(Beginning of Data shown)

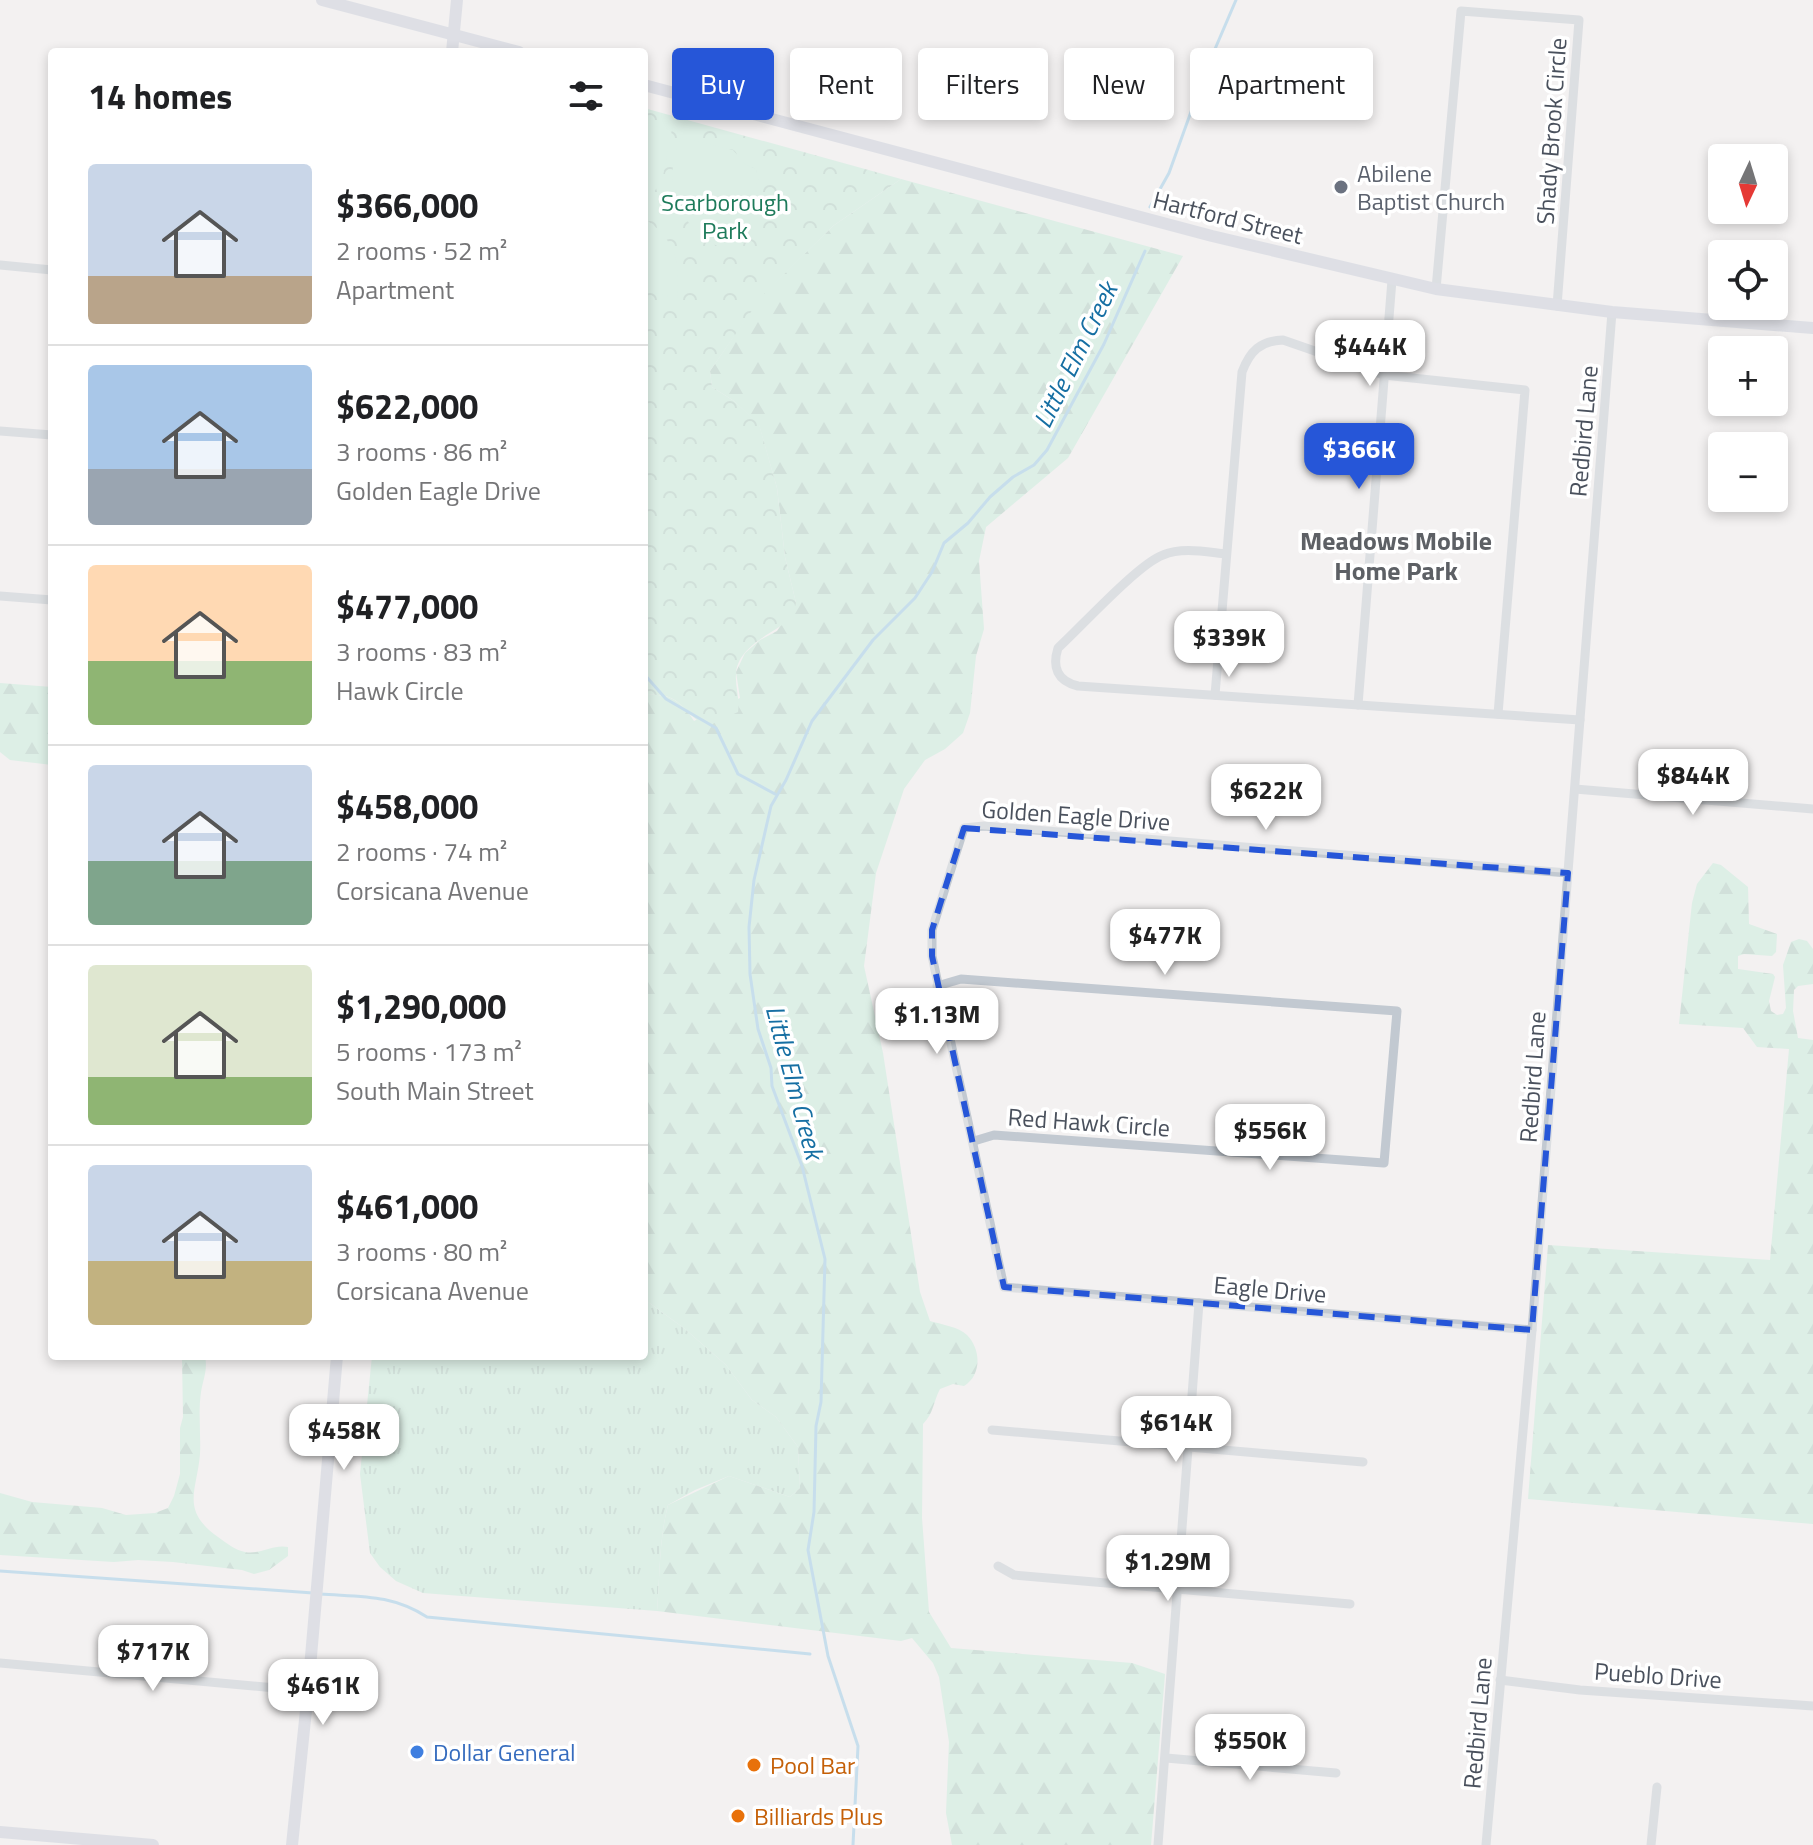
<!DOCTYPE html>
<meta charset="utf-8">
<style>
:root{--surface:#fff;--page:#f2f2f2;--text:#202124;--muted:#757577;--line:#e0e0e0;--accent:#2656d8}
body{margin:0;font-family:"Titillium Web",sans-serif;background:var(--page);color:var(--text);height:100vh;display:flex;flex-direction:column;font-size:30px;white-space:nowrap}
*{box-sizing:border-box;margin:0}
p{font-size:26px;color:var(--muted)}
.icon{flex:none;width:44px;height:44px;fill:none;stroke:currentColor;stroke-width:2;stroke-linecap:round;stroke-linejoin:round}
.map{position:relative;flex:1;overflow:hidden}
.sheet{position:absolute;left:48px;top:48px;width:600px;height:1312px;display:flex;flex-direction:column;background:var(--surface);border-radius:8px;box-shadow:0 4px 12px #0003}
.sheet>*{flex:none}
.banner{position:absolute;left:672px;top:48px;width:760px;height:72px;display:flex;gap:16px}
.needle{width:52px;rotate:184deg}
.buttons{position:absolute;left:1708px;top:144px;display:grid;gap:16px}
.buttons a{display:grid;place-items:center;width:80px;height:80px;border-radius:8px;background:var(--surface);box-shadow:0 4px 12px #0003;font-size:40px}
.price{position:absolute;translate:-50% -68px;padding:0 18px;border-radius:16px;background:#fff;color:#222;font-size:26px;line-height:52px;filter:drop-shadow(0 2px 4px #0008)}
.price::after{content:'';position:absolute;left:50%;top:48px;width:24px;height:18px;margin-left:-12px;background:inherit;clip-path:polygon(0 0,100% 0,50% 100%)}
.price.active{background:var(--accent);color:#fff}
ul{padding:0;list-style:none}
li{display:flex;align-items:center;gap:24px;height:200px;padding:0 40px}
li+li{border-top:2px solid var(--line)}
li span{display:grid;place-items:center;flex:none;width:224px;height:160px;border-radius:8px;color:#555}
li>.icon{margin-inline-start:auto}
span .icon{width:96px;height:96px;fill:#fffc;stroke-width:1}
li b{font-size:34px}
h2{display:flex;justify-content:space-between;align-items:center;height:96px;padding:0 40px;font-size:34px}
.pill{padding:0 28px;border-radius:8px;background:var(--surface);box-shadow:0 4px 12px #0003;font-size:28px;line-height:72px}
.pill.active{background:var(--accent);color:#fff}
.map>svg:first-child{display:block}
.grass{fill:url(#grass-tufts)}
.forest{fill:url(#forest-firs)}
.park{fill:url(#park-crowns)}
.garden{fill:#c3edda}
.lines{fill:none;stroke-linecap:round;stroke-linejoin:round}
.stream{stroke:#93c8e7;stroke-width:3}
.street{stroke:#c2c9d1;stroke-width:9}
.secondary{stroke:#c5cbd8;stroke-width:12}
.marked{fill:none;stroke:#2656d8;stroke-width:6;stroke-dasharray:16 10;stroke-linejoin:round}
.worship-dot{fill:#6b7280;stroke:#fff;stroke-width:3}
.shop-dot{fill:#3f7fe0;stroke:#fff;stroke-width:3}
.food-dot{fill:#e8710a;stroke:#fff;stroke-width:3}
.labels{text-anchor:middle;dominant-baseline:central;stroke-width:7;stroke-linejoin:round;paint-order:stroke}
.street-label{font-size:24px;fill:#4a515d;stroke:#fff}
.worship-label{font-size:24px;fill:#5b616d;stroke:#fff;text-anchor:start}
.park-label{font-size:24px;fill:#1e7b5b;stroke:#fff}
.shop-label{font-size:24px;fill:#366cbe;stroke:#fff;text-anchor:start}
.food-label{font-size:24px;fill:#c56008;stroke:#fff;text-anchor:start}
.water-label{font-size:26px;font-style:italic;fill:#166fa3;stroke:#fff}
.neighbourhood-label{font-size:26px;font-weight:bold;fill:#5d6065;stroke:#fff}
</style>
<div class="map">
<svg width="1813" height="1845" viewBox="0 0 1813 1845">
<defs>
<pattern id="grass-tufts" width="24" height="20" patternUnits="userSpaceOnUse" patternTransform="scale(2)"><rect width="24" height="20" fill="#c3edda"/><path d="M3 7l-1-3M5 7V3M7 7l1-3M15 17l-1-3M17 17v-4M19 17l1-3" fill="none" stroke="#a9cdbe"/></pattern>
<pattern id="forest-firs" width="22" height="20" patternUnits="userSpaceOnUse" patternTransform="scale(2)"><rect width="22" height="20" fill="#c3edda"/><path d="M5 1l3.5 6h-7zM16 11l3.5 6h-7z" fill="#a9cdbe"/></pattern>
<pattern id="park-crowns" width="20" height="18" patternUnits="userSpaceOnUse" patternTransform="scale(2)"><rect width="20" height="18" fill="#c3edda"/><path d="M2 6a3 3 0 1 1 6 0M12 15a3 3 0 1 1 6 0" fill="none" stroke="#a9cdbe"/></pattern>
</defs>
<rect width="100%" height="100%" fill="#f3f1f1"/>
<path class="grass" d="M644 1299 685 1329 726 1365 752 1400 776 1417 798 1447 800 1488 790 1497 729 1476 695 1490 668 1505C659 1539 660 1575 657 1611L423 1593 396 1581 380 1567 370 1553 360 1474 372 1356H644Z"/>
<g class="forest">
<path d="M901 179 1183 256 1068 458 986 527 979 561 984 629 976 656 970 713 963 733 945 749 925 760 904 789 876 873 864 966 883 1053 920 1292 930 1321C940 1324 959 1327 967 1335 981 1349 982 1375 964 1386L953 1384 940 1389C933 1402 934 1413 923 1424L922 1518 929 1612 951 1648 1132 1663 1165 1674 1151 1845H952L946 1813 949 1742 939 1677 933 1663 912 1638 901 1641 657 1611C660 1575 659 1539 668 1505L729 1476 790 1497 800 1488 798 1447 776 1417 752 1400 726 1365 685 1329 644 1299V699L647 695C669 693 683 702 694 721L740 698 736 672 745 653 760 640 777 631 796 603 785 557 777 488 759 425 734 401 712 387 710 371 761 296 833 226Z"/>
<path d="M0 683 52 687V765L10 760 0 752Z"/>
<path d="M1713 863 1721 865 1748 887 1749 924 1777 934 1776 952 1772 956 1744 954 1738 956V969L1773 974 1775 977 1769 1001 1771 1011 1777 1015 1783 1014 1786 1008 1783 965 1791 942 1799 939 1807 941 1813 949V984L1798 986 1794 990 1793 1011 1798 1038 1813 1040V1524L1528 1499 1548 1245 1770 1260 1789 1049 1757 1047 1743 1028 1679 1024 1692 903 1697 884Z"/>
<path d="M182 1356H205C208 1370 203 1379 201 1392 198 1413 201 1434 200 1454 197 1491 180 1510 218 1537 226 1543 235 1550 245 1552 260 1555 273 1544 288 1547V1556L269 1570 254 1574 242 1570 173 1562 138 1560 114 1562 0 1555V1493L32 1502 102 1508 126 1515 155 1513 168 1508 174 1496 180 1474V1428L183 1417Z"/>
</g>
<path class="park" d="M644 108 901 179 833 226 762 296 710 371 712 387 734 401 759 424 777 488 785 557 796 603 792 618C774 633 737 646 736 674 735 687 740 698 738 712L708 726C681 715 685 692 647 695L644 699Z"/>
<g class="garden">
<path d="M644 125 672 129 663 176 644 211Z"/>
<path d="M681 137 733 150 745 164 756 169 759 179 723 249C676 226 661 184 681 137Z"/>
<path d="M644 218C676 241 680 260 677 298L644 291Z"/>
</g>
<g class="lines">
<g class="stream">
<path d="M1150 207 1169 173 1206 70 1236 0"/>
<path d="M644 674 666 699 716 728 738 774 775 794"/>
<path d="M0 1571 313 1593"/>
<path d="M320 1594C361 1597 391 1594 427 1617L810 1654"/>
<path d="M853 1845 858 1746 828 1656 808 1550 814 1512 816 1426 821 1402 825 1259 802 1166 772 1086 771 1068 758 1029 750 974 749 927 754 880 771 806 786 780 812 721 873 640 915 598 932 572 944 543 968 523 990 497 1013 477 1034 465 1047 450 1104 344 1145 251"/>
</g>
<g class="street">
<path d="M0 265 52 270"/>
<path d="M1436 289 1461 11 1579 20 1557 306"/>
<path d="M0 431 52 435"/>
<path d="M1226 554C1206 552 1182 547 1163 555 1138 564 1081 627 1058 648 1052 667 1057 681 1078 686L1580 720"/>
<path d="M0 596 52 600"/>
<path d="M1215 695 1242 372C1250 351 1260 341 1283 340L1384 375 1525 390 1498 714"/>
<path d="M1358 705 1392 280"/>
<path d="M1575 789 1813 809"/>
<path d="M937 986 961 979 1397 1011 1384 1163 994 1135 974 1141"/>
<path d="M1532 1330 1004 1287 932 956V930L964 828 984 826 1568 873"/>
<path d="M992 1430 1363 1462"/>
<path d="M998 1566 1014 1575 1350 1604"/>
<path d="M0 1663 308 1691"/>
<path d="M1500 1680 1580 1690 1813 1706"/>
<path d="M1166 1758 1336 1773"/>
<path d="M1158 1845 1199 1303"/>
<path d="M1486 1845 1532 1330 1612 312"/>
<path d="M1651 1845 1657 1787"/>
</g>
<g class="secondary">
<path d="M322 0 519 52"/>
<path d="M452 52 457 0"/>
<path d="M644 85 1212 236 1436 289 1612 312 1813 328"/>
<path d="M0 1832 153 1845"/>
<path d="M292 1845 308 1691 337 1356"/>
</g>
</g>
<path d="M0 0H1813V1845H0ZM964 828 1568 873 1532 1330 1004 1287 932 956V930Z" fill="#f3f1f1" fill-opacity=".55" fill-rule="evenodd"/>
<path class="marked" d="M964 828 1568 873 1532 1330 1004 1287 932 956V930Z"/>
<circle class="worship-dot" cx="1341" cy="187" r="8"/>
<circle class="shop-dot" cx="417" cy="1752" r="8"/>
<g class="food-dot">
<circle cx="754" cy="1765" r="8"/>
<circle cx="738" cy="1816" r="8"/>
</g>
<g class="labels">
<g class="street-label">
<text transform="translate(1551 131) rotate(-86)">Shady Brook Circle</text>
<text transform="translate(1228 217) rotate(14)">Hartford Street</text>
<text transform="translate(1583 431) rotate(-85)">Redbird Lane</text>
<text transform="translate(1076 815) rotate(4)">Golden Eagle Drive</text>
<text transform="translate(1532 1077) rotate(-86)">Redbird Lane</text>
<text transform="translate(1089 1122) rotate(4)">Red Hawk Circle</text>
<text transform="translate(1270 1289) rotate(5)">Eagle Drive</text>
<text transform="translate(1658 1675) rotate(4)">Pueblo Drive</text>
<text transform="translate(1477 1723) rotate(-85)">Redbird Lane</text>
</g>
<g class="worship-label">
<text x="1357" y="173">Abilene<tspan x="1357" dy="28">Baptist Church</tspan></text>
</g>
<g class="park-label">
<text x="725" y="202">Scarborough<tspan x="725" dy="28">Park</tspan></text>
</g>
<g class="shop-label">
<text x="433" y="1752">Dollar General</text>
</g>
<g class="food-label">
<text x="770" y="1765">Pool Bar</text>
<text x="754" y="1816">Billiards Plus</text>
</g>
<g class="water-label">
<text transform="translate(1075 355) rotate(-64)">Little Elm Creek</text>
<text transform="translate(795 1082) rotate(75)">Little Elm Creek</text>
</g>
<g class="neighbourhood-label">
<text x="1396" y="540">Meadows Mobile<tspan x="1396" dy="30">Home Park</tspan></text>
</g>
</g>
</svg>
<div class="buttons">
<a><svg class="needle" viewBox="-14 -14 28 28"><path d="M0-13l5 13h-10z" fill="#e53935"/><path d="M0 13l5-13h-10z" fill="#757577"/></svg></a>
<a><svg class="icon" aria-label="locate" viewBox="0 0 24 24"><circle cx="12" cy="12" r="6"/><path d="M12 2v4M12 18v4M2 12h4M18 12h4"/></svg></a>
<a>+</a>
<a>−</a>
</div>
<b class="price" style="left:1370px;top:388px">$444K</b>
<b class="price active" style="left:1359px;top:491px">$366K</b>
<b class="price" style="left:1229px;top:679px">$339K</b>
<b class="price" style="left:1693px;top:817px">$844K</b>
<b class="price" style="left:1266px;top:832px">$622K</b>
<b class="price" style="left:1165px;top:977px">$477K</b>
<b class="price" style="left:937px;top:1056px">$1.13M</b>
<b class="price" style="left:1270px;top:1172px">$556K</b>
<b class="price" style="left:1176px;top:1464px">$614K</b>
<b class="price" style="left:344px;top:1472px">$458K</b>
<b class="price" style="left:1168px;top:1603px">$1.29M</b>
<b class="price" style="left:153px;top:1693px">$717K</b>
<b class="price" style="left:323px;top:1727px">$461K</b>
<b class="price" style="left:1250px;top:1782px">$550K</b>
<div class="banner">
<a class="pill active">Buy</a>
<a class="pill">Rent</a>
<a class="pill">Filters</a>
<a class="pill">New</a>
<a class="pill">Apartment</a>
</div>
<section class="sheet">
<h2>14 homes<svg class="icon" aria-label="filters" viewBox="0 0 24 24"><path d="M4 7h16M4 17h16"/><circle cx="9" cy="7" r="2"/><circle cx="15" cy="17" r="2"/></svg></h2>
<ul>
<li><span style="background:linear-gradient(#c9d6e8 70%,#b9a48a 0)"><svg class="icon" aria-label="home" viewBox="0 0 24 24"><path d="M3 11l9-7 9 7M6 9v11h12V9"/></svg></span><div><b>$366,000</b><p>2 rooms · 52 m²</p><p>Apartment</p></div></li>
<li><span style="background:linear-gradient(#a9c7e8 65%,#9aa5b1 0)"><svg class="icon" aria-label="home" viewBox="0 0 24 24"><path d="M3 11l9-7 9 7M6 9v11h12V9"/></svg></span><div><b>$622,000</b><p>3 rooms · 86 m²</p><p>Golden Eagle Drive</p></div></li>
<li><span style="background:linear-gradient(#ffd9b3 60%,#8fb573 0)"><svg class="icon" aria-label="home" viewBox="0 0 24 24"><path d="M3 11l9-7 9 7M6 9v11h12V9"/></svg></span><div><b>$477,000</b><p>3 rooms · 83 m²</p><p>Hawk Circle</p></div></li>
<li><span style="background:linear-gradient(#c9d6e8 60%,#7fa58c 0)"><svg class="icon" aria-label="home" viewBox="0 0 24 24"><path d="M3 11l9-7 9 7M6 9v11h12V9"/></svg></span><div><b>$458,000</b><p>2 rooms · 74 m²</p><p>Corsicana Avenue</p></div></li>
<li><span style="background:linear-gradient(#dfe7d0 70%,#8fb573 0)"><svg class="icon" aria-label="home" viewBox="0 0 24 24"><path d="M3 11l9-7 9 7M6 9v11h12V9"/></svg></span><div><b>$1,290,000</b><p>5 rooms · 173 m²</p><p>South Main Street</p></div></li>
<li><span style="background:linear-gradient(#c9d6e8 60%,#c2b280 0)"><svg class="icon" aria-label="home" viewBox="0 0 24 24"><path d="M3 11l9-7 9 7M6 9v11h12V9"/></svg></span><div><b>$461,000</b><p>3 rooms · 80 m²</p><p>Corsicana Avenue</p></div></li>
</ul>
</section>
</div>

(End of Data shown)

Work order:
Copy here each line of the preceding records with "tspan" in it.

Answer space:
<text x="1357" y="173">Abilene<tspan x="1357" dy="28">Baptist Church</tspan></text>
<text x="725" y="202">Scarborough<tspan x="725" dy="28">Park</tspan></text>
<text x="1396" y="540">Meadows Mobile<tspan x="1396" dy="30">Home Park</tspan></text>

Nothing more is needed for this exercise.